48 thoughts on “awesome selfie stick

  1. It could be worse. A friend of mine just got shingles in his face. He has been signed off from work for several weeks. Hopefully you’ll have a speedy recovery and it won’t interfere with your life too much. Feel better!

    • I did have horror images of it getting into the eyes… so far it has stayed in the same place, expanding a bit on the head so it’s now about at the crown. Then all the way down my right side to the shoulder, including parts of the ear and neck. Hoping it’ll not take several weeks (!) but thanks for the info and your support.

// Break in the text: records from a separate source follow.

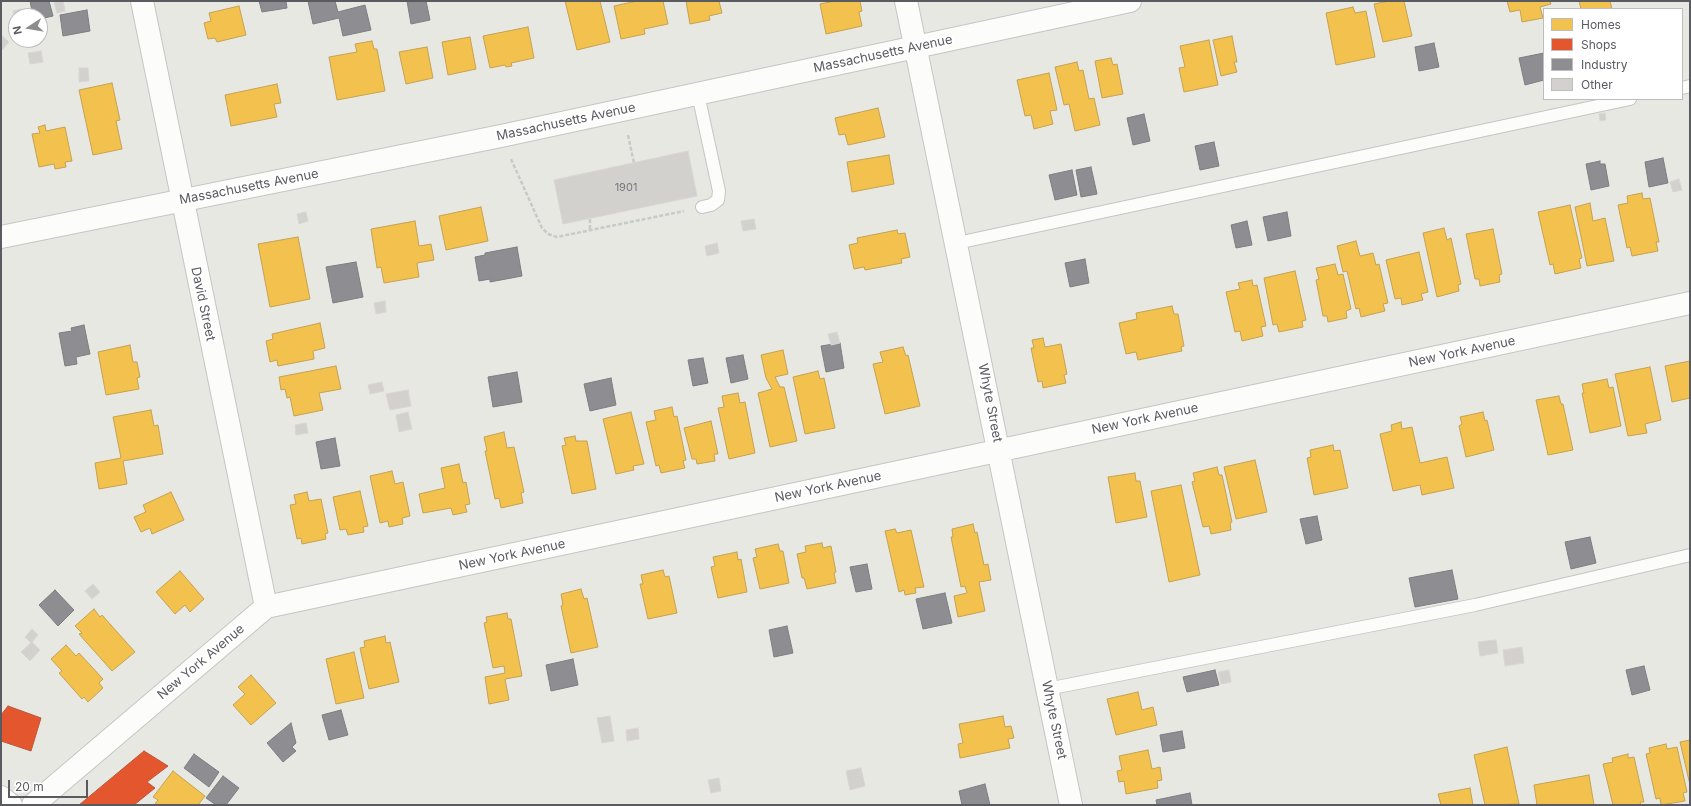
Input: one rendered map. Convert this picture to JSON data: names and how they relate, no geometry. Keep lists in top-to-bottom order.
{
  "streets": {
    "street": [
      "Massachusetts Avenue",
      "David Street",
      "New York Avenue",
      "Whyte Street"
    ]
  },
  "crossings": [
    ["Massachusetts Avenue", "David Street"],
    ["Massachusetts Avenue", "Whyte Street"],
    ["David Street", "New York Avenue"],
    ["New York Avenue", "Whyte Street"]
  ],
  "house_numbers": ["1901"],
  "legend": [
    "Homes",
    "Shops",
    "Industry",
    "Other"
  ],
  "scale_bar": "20 m",
  "north": "left"
}
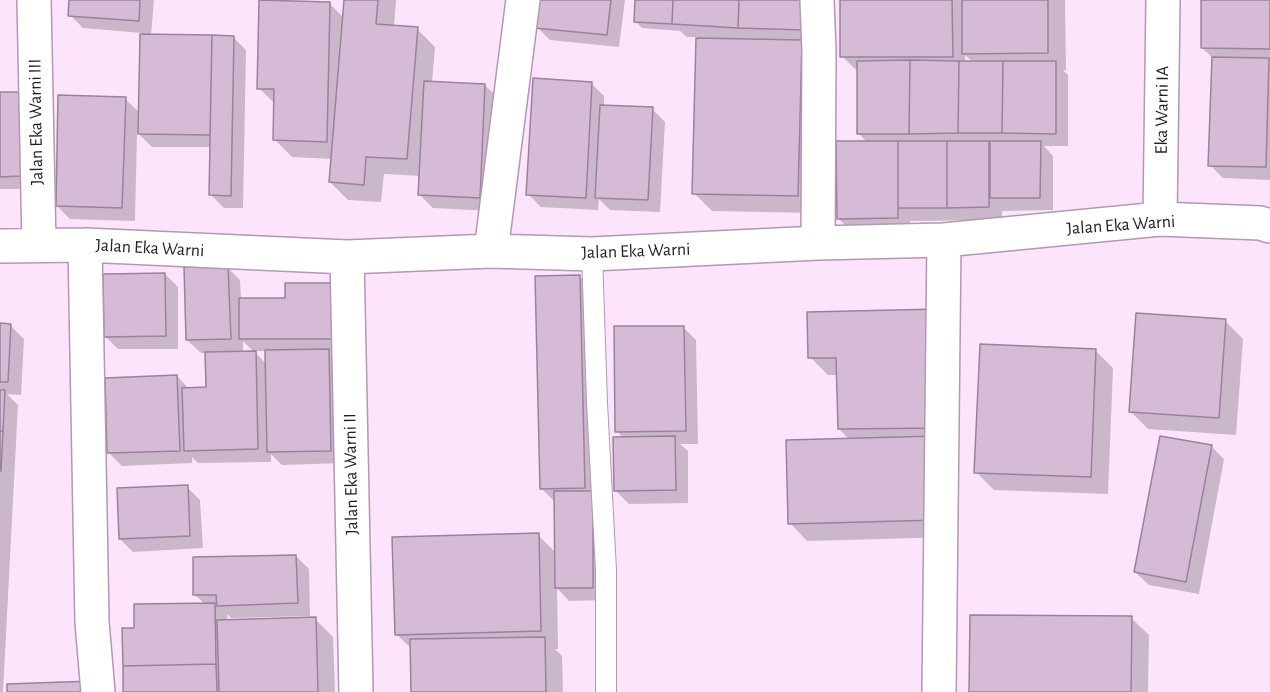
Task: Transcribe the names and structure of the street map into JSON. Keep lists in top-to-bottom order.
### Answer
{
  "streets": {
    "street": [
      "Eka Warni IA",
      "Jalan Eka Warni III",
      "Jalan Eka Warni",
      "Jalan Eka Warni II"
    ]
  },
  "crossings": [
    ["Eka Warni IA", "Jalan Eka Warni"],
    ["Jalan Eka Warni III", "Jalan Eka Warni"],
    ["Jalan Eka Warni", "Jalan Eka Warni II"]
  ]
}
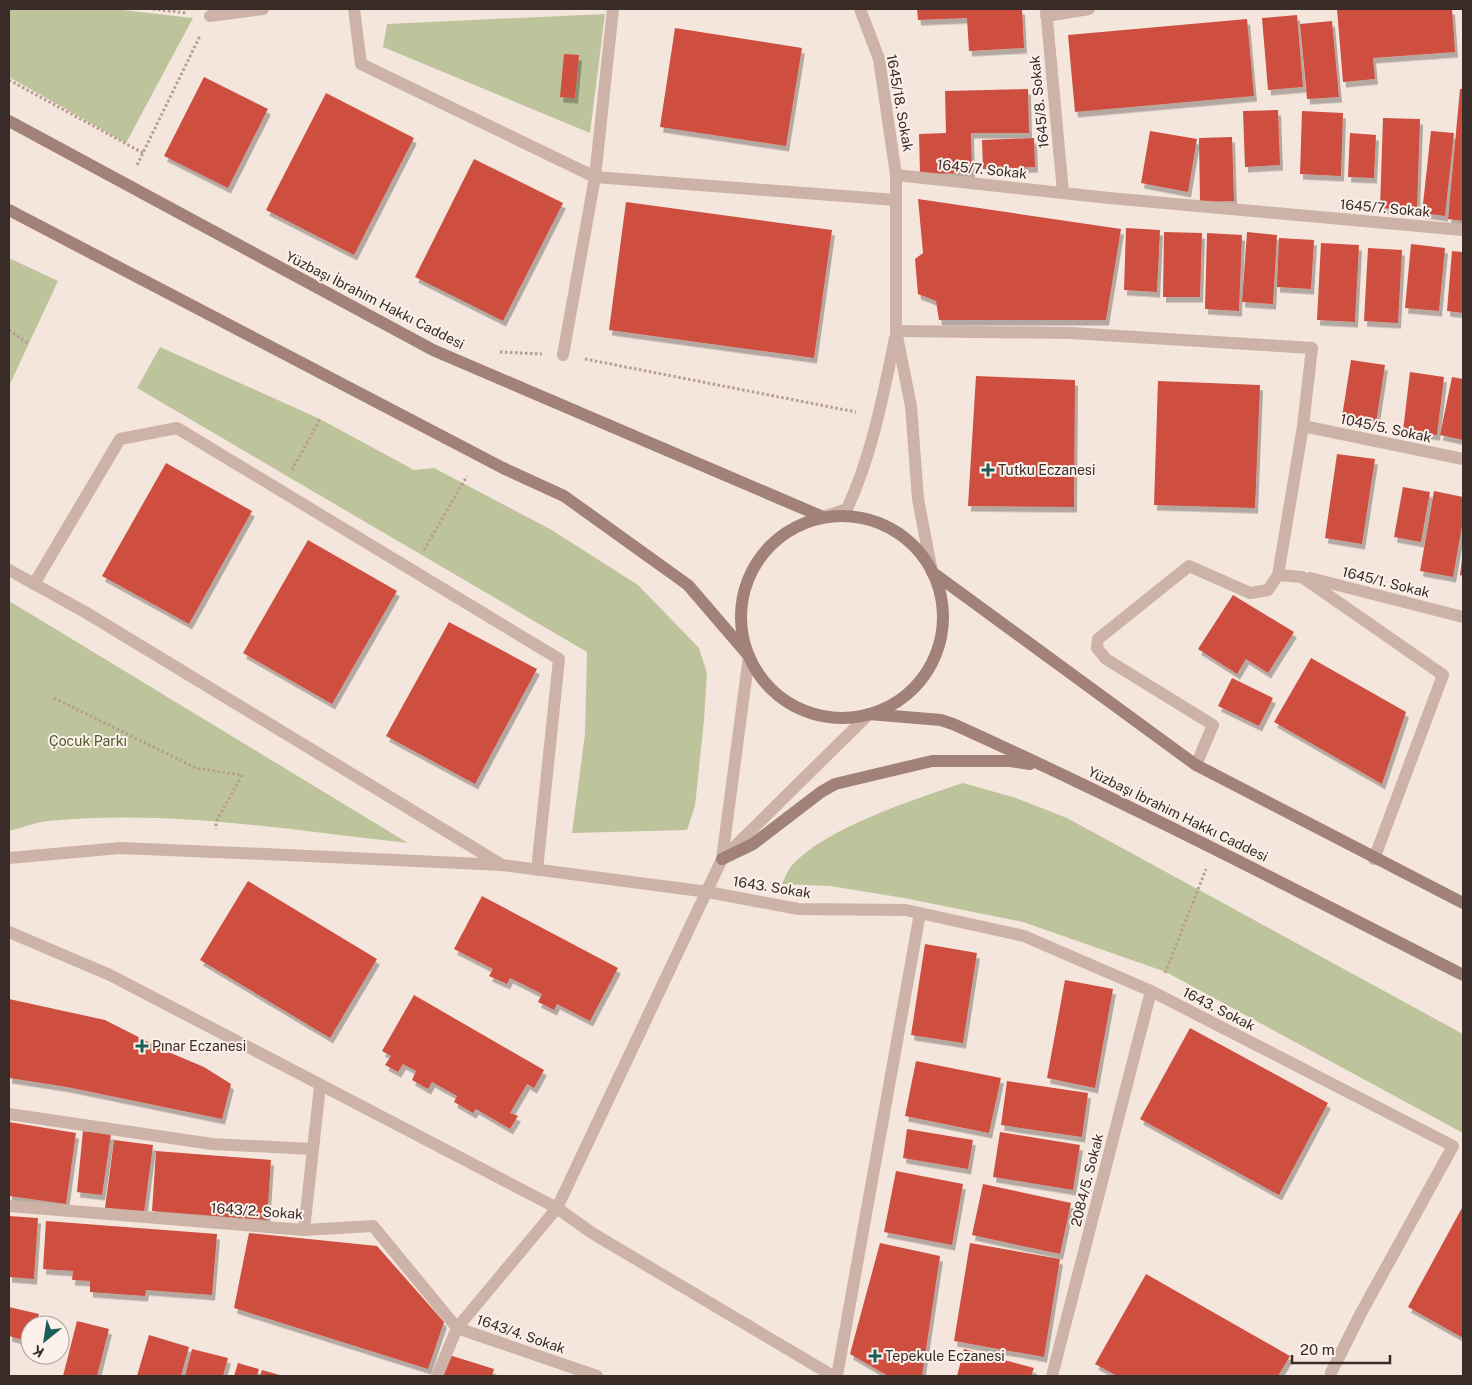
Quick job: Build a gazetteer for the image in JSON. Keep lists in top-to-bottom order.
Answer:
{
  "streets": {
    "main road": ["Yüzbaşı İbrahim Hakkı Caddesi"],
    "street": [
      "1645/8. Sokak",
      "1645/18. Sokak",
      "1645/7. Sokak",
      "1045/5. Sokak",
      "1645/1. Sokak",
      "1643. Sokak",
      "2084/5. Sokak",
      "1643/2. Sokak",
      "1643/4. Sokak"
    ]
  },
  "crossings": [
    ["1645/8. Sokak", "1645/7. Sokak"],
    ["1645/18. Sokak", "1645/7. Sokak"],
    ["1643. Sokak", "2084/5. Sokak"],
    ["1643/2. Sokak", "1643/4. Sokak"]
  ],
  "parks": ["Çocuk Parkı"],
  "places": {
    "health": ["Tutku Eczanesi", "Pınar Eczanesi", "Tepekule Eczanesi"]
  },
  "scale_bar": "20 m",
  "north": "bottom left"
}
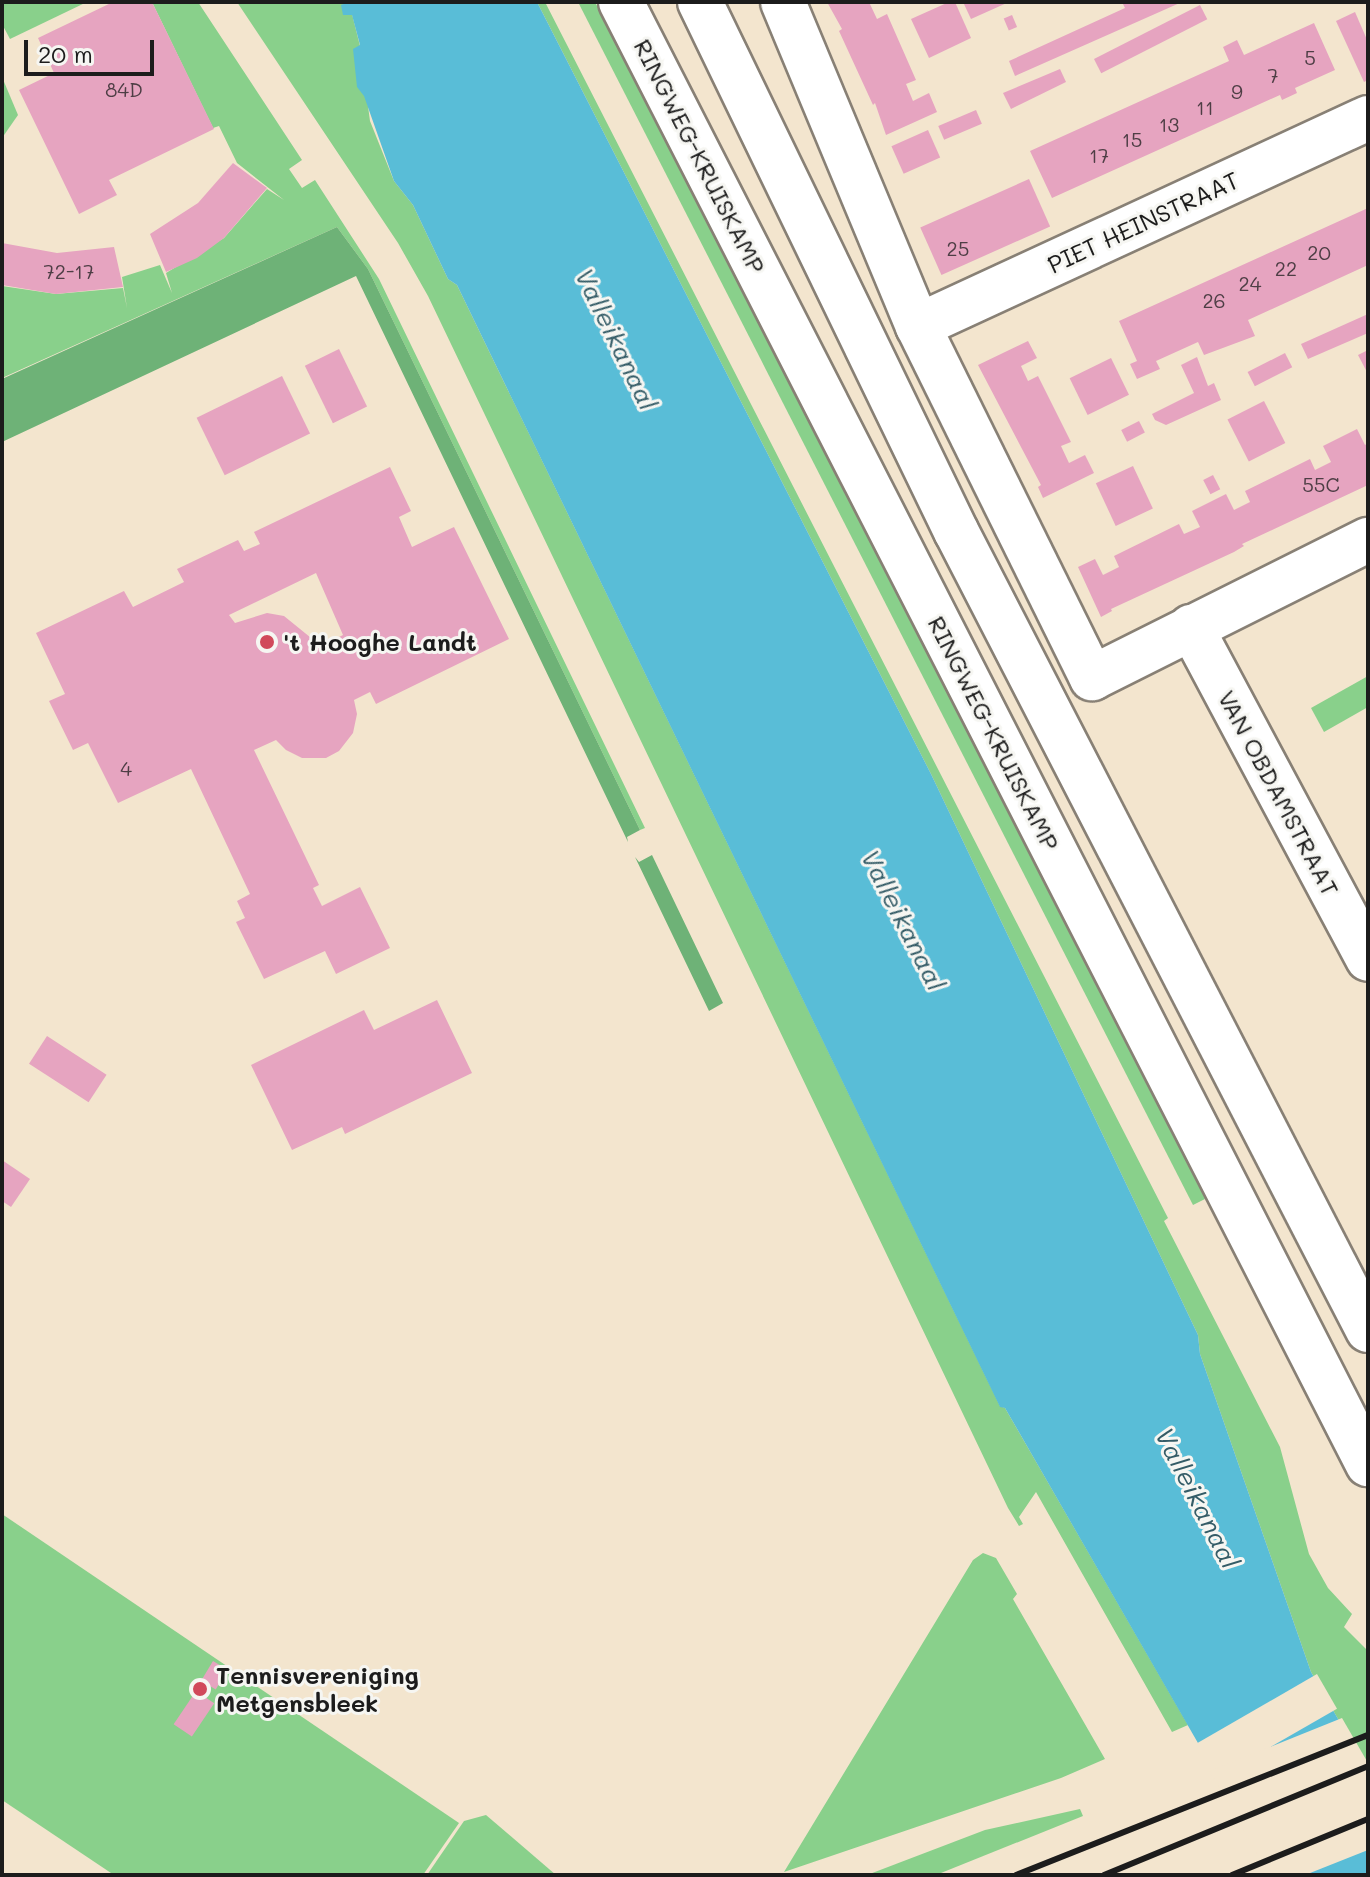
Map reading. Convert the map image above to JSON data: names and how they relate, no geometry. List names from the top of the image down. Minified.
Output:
{"streets":{"main road":["RINGWEG-KRUISKAMP","PIET HEINSTRAAT","VAN OBDAMSTRAAT"]},"water":["Valleikanaal"],"places":["'t Hooghe Landt","Tennisvereniging Metgensbleek"],"house_numbers":["5","7","84D","9","11","13","15","17","25","20","22","72-17","24","26","55C","4"],"scale_bar":"20 m"}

  2. Yeah, isn’t it funny how much the severity of pain varies according to where we perceive it.

    I get ankylosing spondylitis and find that if I consciously refer the pain to the soft tissue of my lower back instead of the spine itself it’s much easier to bear. I learned the trick from a physiotherapist friend who manages her tension headaches in a similar way. Unfortunately that doesn’t work for my iritis (uveitis). I just can’t get that pain out of my eyeballs into somewhere that seems less serious.

    • I had to look that one up. A serious condition, and if you’re managing that level of discomfort you must know it’s a kind of no-choice situation, giving-in to it. I’m saying this from what I can remember of the abominable abdominal surgery I had 20 years ago in Thailand. There’s just no getting away from it, you have to walk straight in there and find a way through. For me, though, it all came to an end and I went into recovery, can’t imagine a strategy developing to deal with it in the long term. Your comment suggests a familiarity with pain I don’t have, other than the Buddhist no-self detachment I’m trying to explain here – it’s not happening to any’one’. There is no ‘me’ it’s happening to…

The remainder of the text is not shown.